Input material:
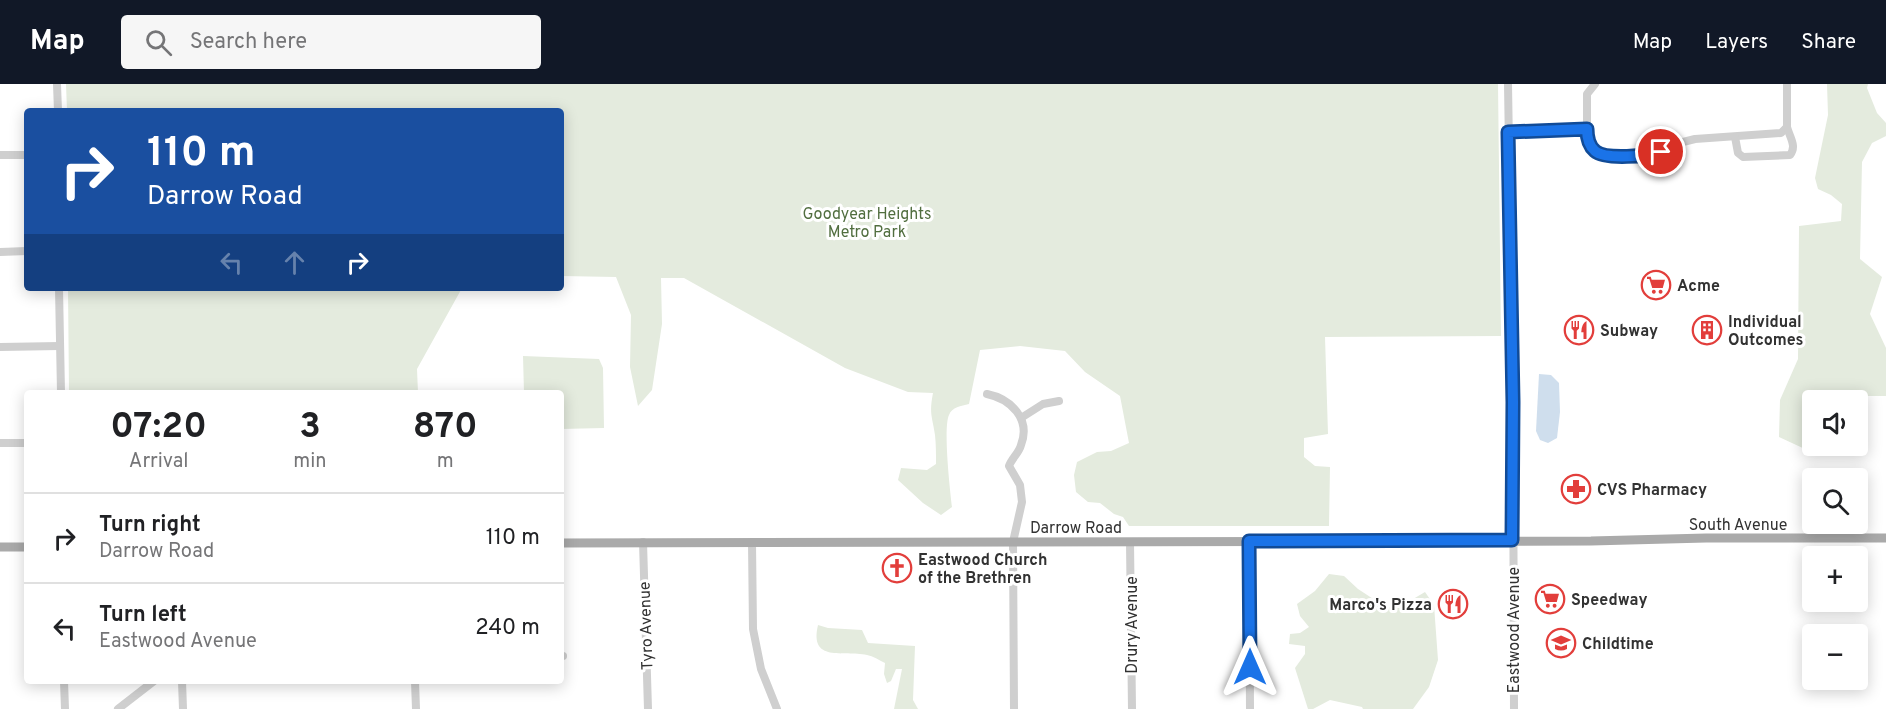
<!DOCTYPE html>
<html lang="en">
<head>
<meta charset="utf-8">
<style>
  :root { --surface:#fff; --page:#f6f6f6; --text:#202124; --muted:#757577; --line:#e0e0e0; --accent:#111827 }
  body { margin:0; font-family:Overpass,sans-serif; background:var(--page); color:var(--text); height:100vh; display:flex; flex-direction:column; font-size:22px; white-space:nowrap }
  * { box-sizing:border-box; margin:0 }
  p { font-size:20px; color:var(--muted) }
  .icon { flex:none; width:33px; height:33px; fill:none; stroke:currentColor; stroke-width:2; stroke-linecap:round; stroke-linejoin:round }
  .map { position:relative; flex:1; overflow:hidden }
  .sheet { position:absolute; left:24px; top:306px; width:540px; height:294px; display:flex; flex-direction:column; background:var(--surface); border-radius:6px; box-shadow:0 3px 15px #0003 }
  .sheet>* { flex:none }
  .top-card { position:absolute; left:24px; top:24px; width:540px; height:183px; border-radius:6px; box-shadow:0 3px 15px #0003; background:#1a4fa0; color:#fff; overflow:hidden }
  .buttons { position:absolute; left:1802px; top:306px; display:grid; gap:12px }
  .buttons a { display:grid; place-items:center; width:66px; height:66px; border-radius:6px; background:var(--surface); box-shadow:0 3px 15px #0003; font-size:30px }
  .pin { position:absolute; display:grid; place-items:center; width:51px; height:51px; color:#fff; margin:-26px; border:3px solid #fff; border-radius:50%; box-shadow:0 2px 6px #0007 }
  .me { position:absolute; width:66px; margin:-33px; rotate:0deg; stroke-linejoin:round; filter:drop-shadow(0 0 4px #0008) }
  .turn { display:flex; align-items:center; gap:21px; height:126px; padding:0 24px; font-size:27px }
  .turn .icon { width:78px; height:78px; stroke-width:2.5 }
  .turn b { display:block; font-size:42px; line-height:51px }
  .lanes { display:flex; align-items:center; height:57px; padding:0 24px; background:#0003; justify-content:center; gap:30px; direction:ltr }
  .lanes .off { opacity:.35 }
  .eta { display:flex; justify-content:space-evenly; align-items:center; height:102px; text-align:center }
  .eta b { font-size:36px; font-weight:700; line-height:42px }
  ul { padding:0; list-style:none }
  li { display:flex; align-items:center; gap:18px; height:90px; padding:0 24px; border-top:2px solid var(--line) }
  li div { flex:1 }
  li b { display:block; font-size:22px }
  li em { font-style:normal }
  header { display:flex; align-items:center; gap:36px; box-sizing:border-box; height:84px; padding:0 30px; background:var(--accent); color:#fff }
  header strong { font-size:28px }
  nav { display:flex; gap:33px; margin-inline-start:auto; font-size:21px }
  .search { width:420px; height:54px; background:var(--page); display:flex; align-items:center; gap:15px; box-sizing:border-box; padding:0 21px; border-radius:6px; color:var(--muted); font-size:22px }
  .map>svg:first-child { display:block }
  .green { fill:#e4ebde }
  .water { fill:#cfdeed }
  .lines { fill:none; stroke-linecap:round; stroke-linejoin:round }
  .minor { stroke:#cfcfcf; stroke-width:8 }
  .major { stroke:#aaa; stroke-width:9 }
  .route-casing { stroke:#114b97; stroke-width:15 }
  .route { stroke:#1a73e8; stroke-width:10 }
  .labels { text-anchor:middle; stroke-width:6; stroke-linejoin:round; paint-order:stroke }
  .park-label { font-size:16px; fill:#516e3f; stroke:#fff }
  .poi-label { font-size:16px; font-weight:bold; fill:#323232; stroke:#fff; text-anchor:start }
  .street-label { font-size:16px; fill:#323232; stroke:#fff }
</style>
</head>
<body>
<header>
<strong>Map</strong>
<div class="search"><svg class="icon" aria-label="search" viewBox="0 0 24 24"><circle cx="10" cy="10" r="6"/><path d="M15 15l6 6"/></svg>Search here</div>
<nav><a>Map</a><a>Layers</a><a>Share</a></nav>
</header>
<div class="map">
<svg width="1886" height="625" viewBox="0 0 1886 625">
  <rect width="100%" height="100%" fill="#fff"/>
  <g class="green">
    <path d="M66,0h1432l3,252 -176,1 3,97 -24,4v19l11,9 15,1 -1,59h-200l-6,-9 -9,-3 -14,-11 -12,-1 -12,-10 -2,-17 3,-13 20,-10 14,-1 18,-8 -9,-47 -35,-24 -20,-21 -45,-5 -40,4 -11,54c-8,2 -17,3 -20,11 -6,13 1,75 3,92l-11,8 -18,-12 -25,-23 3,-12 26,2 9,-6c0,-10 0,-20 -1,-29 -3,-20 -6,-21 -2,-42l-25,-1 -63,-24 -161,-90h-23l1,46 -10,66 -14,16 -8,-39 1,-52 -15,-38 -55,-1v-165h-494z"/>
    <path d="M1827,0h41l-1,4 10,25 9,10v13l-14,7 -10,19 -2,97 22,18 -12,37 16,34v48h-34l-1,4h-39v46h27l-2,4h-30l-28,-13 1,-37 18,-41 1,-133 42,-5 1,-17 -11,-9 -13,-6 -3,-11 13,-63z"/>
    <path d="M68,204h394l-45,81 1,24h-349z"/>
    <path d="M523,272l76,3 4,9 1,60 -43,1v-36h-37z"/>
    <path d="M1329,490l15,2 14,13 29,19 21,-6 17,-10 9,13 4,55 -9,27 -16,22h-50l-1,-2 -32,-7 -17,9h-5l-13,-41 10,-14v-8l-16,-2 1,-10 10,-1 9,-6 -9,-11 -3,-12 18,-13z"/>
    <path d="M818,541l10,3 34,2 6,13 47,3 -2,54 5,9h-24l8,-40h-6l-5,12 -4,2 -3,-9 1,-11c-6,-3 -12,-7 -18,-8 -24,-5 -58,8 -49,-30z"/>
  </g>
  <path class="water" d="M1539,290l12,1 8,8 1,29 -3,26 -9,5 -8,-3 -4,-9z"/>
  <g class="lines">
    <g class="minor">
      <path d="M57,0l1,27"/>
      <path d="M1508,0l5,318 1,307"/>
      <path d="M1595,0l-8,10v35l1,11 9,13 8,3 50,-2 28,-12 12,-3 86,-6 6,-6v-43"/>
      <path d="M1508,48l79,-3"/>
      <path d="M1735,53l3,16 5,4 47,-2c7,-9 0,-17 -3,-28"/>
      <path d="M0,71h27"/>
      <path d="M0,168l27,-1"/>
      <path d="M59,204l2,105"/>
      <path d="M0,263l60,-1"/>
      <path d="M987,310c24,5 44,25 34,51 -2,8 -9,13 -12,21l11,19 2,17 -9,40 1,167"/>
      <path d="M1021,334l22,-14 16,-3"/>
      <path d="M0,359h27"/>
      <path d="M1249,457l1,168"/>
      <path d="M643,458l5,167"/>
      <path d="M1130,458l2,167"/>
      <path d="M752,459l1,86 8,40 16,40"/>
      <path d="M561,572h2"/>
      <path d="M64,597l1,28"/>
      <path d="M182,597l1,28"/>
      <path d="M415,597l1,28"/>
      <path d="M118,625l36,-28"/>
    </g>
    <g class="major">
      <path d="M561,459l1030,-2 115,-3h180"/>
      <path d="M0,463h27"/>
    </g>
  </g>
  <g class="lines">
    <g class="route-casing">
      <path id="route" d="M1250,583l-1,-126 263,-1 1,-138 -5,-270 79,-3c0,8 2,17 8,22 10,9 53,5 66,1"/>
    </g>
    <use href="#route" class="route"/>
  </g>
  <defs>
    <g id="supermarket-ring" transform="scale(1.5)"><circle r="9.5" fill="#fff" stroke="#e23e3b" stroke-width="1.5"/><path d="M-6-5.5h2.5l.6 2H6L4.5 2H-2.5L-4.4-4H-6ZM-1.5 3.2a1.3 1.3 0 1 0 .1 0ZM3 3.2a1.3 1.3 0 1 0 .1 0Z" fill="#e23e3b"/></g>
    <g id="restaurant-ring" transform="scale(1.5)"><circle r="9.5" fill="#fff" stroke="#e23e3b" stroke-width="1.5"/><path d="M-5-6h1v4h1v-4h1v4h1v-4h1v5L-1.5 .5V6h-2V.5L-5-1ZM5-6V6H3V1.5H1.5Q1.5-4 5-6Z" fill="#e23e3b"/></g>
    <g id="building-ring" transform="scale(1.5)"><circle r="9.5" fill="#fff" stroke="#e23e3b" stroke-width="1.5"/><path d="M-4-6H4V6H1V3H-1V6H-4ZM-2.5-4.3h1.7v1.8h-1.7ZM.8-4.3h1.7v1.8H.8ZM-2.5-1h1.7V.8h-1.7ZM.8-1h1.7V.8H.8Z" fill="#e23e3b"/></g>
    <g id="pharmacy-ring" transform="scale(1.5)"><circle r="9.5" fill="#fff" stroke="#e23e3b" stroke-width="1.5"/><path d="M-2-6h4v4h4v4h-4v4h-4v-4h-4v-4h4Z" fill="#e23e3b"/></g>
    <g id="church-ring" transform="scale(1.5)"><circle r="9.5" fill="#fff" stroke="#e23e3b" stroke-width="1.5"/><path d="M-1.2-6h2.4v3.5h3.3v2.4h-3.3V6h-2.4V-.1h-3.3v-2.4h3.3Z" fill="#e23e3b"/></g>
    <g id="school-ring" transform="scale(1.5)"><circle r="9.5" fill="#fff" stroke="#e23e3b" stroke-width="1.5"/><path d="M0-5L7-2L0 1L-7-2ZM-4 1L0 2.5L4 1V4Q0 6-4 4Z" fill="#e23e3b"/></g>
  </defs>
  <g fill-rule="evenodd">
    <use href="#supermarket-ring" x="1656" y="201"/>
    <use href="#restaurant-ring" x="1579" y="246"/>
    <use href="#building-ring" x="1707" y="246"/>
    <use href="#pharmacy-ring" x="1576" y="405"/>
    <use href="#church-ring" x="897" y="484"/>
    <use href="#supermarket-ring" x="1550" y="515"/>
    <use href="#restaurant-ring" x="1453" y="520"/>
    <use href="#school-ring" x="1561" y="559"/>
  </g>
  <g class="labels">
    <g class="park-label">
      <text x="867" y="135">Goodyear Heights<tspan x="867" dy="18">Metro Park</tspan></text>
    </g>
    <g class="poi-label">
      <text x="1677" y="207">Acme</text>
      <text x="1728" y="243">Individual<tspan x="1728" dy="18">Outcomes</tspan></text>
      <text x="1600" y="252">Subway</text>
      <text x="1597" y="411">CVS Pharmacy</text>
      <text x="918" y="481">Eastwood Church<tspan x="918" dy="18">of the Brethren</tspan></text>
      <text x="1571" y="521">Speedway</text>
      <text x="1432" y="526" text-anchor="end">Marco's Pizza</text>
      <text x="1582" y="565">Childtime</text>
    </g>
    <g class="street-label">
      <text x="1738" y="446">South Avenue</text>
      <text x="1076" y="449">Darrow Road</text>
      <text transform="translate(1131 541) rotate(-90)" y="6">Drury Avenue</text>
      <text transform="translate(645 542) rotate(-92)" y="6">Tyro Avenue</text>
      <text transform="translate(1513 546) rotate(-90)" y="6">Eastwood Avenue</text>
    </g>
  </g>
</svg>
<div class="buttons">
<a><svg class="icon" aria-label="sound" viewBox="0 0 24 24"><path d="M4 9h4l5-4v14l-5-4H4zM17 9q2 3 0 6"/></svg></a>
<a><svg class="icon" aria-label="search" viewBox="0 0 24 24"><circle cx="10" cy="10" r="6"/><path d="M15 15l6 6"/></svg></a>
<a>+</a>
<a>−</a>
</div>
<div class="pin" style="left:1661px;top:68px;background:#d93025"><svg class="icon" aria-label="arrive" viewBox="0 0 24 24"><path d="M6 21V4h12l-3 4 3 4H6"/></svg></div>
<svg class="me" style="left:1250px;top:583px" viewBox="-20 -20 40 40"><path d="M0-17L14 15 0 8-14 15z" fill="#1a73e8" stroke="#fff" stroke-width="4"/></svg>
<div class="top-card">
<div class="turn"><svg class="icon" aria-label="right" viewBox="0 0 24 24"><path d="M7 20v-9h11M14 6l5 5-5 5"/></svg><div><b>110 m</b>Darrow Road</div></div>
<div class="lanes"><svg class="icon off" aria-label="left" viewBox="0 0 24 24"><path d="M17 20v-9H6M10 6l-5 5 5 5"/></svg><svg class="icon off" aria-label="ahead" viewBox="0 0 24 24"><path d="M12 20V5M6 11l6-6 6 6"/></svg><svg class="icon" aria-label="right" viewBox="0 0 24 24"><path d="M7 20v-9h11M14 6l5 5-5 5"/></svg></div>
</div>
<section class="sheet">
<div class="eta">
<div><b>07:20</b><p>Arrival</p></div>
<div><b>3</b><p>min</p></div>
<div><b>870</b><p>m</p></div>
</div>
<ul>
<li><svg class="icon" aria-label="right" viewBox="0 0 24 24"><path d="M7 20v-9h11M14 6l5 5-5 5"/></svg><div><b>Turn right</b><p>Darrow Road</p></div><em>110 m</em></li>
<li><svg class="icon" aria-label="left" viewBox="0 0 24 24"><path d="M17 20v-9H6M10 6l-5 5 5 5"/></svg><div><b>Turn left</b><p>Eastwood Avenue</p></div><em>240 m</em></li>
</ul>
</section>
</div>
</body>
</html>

Instructions to follow: Up to and including the line with "position:relative; flex:1; overflow:hidden", copy the data above from its first line. Skip pictures.

Answer for the task:
<!DOCTYPE html>
<html lang="en">
<head>
<meta charset="utf-8">
<style>
  :root { --surface:#fff; --page:#f6f6f6; --text:#202124; --muted:#757577; --line:#e0e0e0; --accent:#111827 }
  body { margin:0; font-family:Overpass,sans-serif; background:var(--page); color:var(--text); height:100vh; display:flex; flex-direction:column; font-size:22px; white-space:nowrap }
  * { box-sizing:border-box; margin:0 }
  p { font-size:20px; color:var(--muted) }
  .icon { flex:none; width:33px; height:33px; fill:none; stroke:currentColor; stroke-width:2; stroke-linecap:round; stroke-linejoin:round }
  .map { position:relative; flex:1; overflow:hidden }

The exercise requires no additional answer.